When it comes to baseball poetry, nobody knows his stuff better than Tim Wiles, and that expertise is evident in the outstanding quality of this collection. Many of the expected poets are here, but so are many I'd never heard of before whose work I am glad to have been exposed to. The poems range in tone from somber and serious to playful and irreverent. One of my particular favorites is the entry by former pitcher Dan Quisenberry, who was a funny guy and had quite a way with words. I keep this book on my nightstand and try to read one poem each night before I go to sleep. Except I often have a hard time reading just one.

Variety and quality

I thoroughly enjoyed this collection. Sometimes with anthologies of sports-related fiction/poetry, I've been disappointed because there seemed to be differing levels of quality. With Line Drives, I was satisfied because all of the poems were worth reading-they offered a consistently high level of quality and all had interesting insights or fun ideas. Then there were a number of them that were among the best baseball poems I have ever read. Katharine Harer's "The Cure" speaks with a tremendous depth of understanding of the game and the emotions that go into our continued obsession with it. Joseph Stanton's "Stealing Home" uses an engaging poetic technique to compare the difficult return to the place where we grew up with that difficult play in the game. Dan Quisenberry's "Baseball Cards" offers an important perspective on players' insecurities and the myriad aspects of their lives that fans never see. I also appreciated that the poems collected here do not revert to cliché comparisons or images when they connect baseball to life. In fact, some of them work against clichés. David C. Ward's "Isn't it pretty to think so?" challenges the idealization of fathers and sons playing catch and reminds us that individual experience is much more powerful and thought-provoking than any (false) perfect image.

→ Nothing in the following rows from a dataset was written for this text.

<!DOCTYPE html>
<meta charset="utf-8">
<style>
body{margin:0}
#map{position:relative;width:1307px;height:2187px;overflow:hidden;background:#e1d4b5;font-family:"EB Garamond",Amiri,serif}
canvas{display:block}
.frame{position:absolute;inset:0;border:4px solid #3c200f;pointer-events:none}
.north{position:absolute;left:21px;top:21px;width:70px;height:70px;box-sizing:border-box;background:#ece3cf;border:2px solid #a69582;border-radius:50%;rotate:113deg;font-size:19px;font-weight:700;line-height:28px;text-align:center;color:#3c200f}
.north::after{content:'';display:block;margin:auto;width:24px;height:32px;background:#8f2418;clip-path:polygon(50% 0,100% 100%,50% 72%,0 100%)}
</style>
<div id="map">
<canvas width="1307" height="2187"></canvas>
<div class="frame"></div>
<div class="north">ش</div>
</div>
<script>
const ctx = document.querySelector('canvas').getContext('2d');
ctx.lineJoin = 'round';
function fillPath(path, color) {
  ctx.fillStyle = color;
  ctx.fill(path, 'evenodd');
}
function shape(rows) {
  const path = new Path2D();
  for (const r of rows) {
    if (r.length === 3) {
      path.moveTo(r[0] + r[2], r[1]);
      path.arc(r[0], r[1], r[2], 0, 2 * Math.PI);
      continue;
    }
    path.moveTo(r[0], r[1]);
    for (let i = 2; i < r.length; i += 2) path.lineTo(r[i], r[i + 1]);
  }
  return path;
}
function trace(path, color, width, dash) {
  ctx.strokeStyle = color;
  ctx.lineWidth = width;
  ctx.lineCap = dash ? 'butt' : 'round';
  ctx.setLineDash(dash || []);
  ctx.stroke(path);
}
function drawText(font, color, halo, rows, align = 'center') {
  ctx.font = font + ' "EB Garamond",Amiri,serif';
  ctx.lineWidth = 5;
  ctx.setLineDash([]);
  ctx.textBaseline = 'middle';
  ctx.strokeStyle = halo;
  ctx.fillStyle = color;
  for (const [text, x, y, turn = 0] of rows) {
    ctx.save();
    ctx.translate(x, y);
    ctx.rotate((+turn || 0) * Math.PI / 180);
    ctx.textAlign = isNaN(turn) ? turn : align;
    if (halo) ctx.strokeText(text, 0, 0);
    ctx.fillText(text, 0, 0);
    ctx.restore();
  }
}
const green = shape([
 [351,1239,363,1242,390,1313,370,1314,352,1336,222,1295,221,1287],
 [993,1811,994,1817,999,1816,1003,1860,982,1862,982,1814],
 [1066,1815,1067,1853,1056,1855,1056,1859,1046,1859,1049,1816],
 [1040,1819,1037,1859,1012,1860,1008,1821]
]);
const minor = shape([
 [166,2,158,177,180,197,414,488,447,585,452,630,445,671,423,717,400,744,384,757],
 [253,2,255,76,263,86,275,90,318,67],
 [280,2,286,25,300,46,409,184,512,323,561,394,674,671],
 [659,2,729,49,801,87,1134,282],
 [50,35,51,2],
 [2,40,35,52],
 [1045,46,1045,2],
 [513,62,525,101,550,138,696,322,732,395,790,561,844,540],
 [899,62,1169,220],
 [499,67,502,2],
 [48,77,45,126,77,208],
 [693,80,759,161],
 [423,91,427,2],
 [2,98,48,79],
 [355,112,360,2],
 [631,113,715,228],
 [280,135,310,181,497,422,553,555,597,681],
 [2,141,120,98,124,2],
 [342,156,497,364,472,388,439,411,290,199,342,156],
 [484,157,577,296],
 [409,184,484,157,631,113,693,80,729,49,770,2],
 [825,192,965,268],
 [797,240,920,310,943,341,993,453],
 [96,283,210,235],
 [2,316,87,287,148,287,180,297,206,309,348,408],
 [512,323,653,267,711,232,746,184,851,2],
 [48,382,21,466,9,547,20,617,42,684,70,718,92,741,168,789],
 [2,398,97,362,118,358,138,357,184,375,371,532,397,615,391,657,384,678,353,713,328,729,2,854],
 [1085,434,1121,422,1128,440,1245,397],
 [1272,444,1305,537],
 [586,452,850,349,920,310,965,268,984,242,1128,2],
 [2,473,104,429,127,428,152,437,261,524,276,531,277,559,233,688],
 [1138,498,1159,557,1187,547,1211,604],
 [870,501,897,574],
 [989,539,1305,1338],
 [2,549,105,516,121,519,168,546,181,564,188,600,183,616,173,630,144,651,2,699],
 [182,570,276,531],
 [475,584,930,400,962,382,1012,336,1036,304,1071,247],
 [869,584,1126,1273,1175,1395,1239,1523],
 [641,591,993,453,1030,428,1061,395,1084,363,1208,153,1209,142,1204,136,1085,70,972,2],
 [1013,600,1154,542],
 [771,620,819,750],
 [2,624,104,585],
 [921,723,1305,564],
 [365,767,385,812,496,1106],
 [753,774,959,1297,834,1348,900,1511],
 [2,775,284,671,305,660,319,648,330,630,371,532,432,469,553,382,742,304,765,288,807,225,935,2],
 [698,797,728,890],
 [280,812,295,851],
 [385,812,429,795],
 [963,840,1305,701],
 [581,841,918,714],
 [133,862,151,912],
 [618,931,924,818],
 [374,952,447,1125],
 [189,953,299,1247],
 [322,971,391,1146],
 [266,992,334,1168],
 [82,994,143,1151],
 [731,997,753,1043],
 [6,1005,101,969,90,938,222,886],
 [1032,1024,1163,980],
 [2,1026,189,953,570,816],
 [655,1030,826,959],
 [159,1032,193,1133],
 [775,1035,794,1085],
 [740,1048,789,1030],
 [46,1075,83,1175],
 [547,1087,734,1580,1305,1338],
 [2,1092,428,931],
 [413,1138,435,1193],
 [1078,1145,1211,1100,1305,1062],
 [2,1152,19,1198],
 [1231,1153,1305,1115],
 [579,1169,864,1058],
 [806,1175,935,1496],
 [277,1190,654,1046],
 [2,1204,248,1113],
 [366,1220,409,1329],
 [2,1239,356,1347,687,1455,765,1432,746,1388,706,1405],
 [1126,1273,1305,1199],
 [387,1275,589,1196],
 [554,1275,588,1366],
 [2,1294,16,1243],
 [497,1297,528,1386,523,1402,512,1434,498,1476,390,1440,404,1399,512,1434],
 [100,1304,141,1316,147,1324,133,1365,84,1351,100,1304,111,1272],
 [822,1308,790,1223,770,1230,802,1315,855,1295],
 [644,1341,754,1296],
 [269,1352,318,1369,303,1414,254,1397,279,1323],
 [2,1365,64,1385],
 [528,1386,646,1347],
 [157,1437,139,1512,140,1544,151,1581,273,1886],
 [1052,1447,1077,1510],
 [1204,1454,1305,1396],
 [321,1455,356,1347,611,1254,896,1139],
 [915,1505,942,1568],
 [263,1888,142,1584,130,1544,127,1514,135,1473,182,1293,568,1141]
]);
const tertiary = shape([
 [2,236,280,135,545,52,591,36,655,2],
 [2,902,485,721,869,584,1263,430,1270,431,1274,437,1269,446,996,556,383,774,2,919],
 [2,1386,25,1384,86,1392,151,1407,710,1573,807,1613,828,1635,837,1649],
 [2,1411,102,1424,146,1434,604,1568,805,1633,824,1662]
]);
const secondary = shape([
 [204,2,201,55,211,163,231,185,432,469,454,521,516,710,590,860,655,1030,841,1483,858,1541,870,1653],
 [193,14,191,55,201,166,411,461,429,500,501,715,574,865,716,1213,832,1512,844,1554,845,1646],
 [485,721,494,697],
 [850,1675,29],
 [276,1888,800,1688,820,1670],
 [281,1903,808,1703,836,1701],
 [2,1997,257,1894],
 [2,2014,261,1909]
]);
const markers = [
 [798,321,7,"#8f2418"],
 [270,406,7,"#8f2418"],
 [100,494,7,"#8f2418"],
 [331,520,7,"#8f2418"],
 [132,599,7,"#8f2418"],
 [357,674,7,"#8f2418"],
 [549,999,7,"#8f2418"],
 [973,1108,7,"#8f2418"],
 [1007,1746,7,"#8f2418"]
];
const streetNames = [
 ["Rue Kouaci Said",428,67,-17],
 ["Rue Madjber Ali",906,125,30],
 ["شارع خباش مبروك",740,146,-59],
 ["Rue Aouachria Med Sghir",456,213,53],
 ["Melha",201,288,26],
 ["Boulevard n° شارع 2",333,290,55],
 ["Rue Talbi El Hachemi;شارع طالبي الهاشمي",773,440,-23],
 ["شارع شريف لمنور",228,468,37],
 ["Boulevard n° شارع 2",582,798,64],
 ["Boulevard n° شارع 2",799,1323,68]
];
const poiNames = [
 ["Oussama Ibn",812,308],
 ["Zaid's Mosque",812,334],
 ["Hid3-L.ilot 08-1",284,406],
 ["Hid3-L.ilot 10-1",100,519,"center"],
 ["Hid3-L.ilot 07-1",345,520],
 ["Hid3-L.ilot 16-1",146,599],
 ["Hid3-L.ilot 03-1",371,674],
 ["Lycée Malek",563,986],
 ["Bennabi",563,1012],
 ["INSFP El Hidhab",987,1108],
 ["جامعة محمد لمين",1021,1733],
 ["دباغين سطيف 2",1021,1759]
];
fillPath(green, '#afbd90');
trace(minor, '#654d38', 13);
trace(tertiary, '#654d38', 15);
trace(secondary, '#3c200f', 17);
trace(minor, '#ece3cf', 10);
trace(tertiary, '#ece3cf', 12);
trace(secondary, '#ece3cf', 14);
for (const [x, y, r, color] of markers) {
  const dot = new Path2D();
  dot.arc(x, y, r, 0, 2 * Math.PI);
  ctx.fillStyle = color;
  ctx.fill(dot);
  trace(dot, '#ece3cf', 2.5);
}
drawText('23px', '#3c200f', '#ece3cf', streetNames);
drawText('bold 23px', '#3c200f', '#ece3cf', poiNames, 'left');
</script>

The poems felt fresh and that was in large part because many of the poets used personal experience as the starting point, reaching out to the game to make connections between their lives and those of the reader. As a result, I think that even those who are not baseball fans would appreciate and enjoy many of these poems. As a baseball fan, I know I'll enjoy rereading this collection and I think most baseball fans would as well.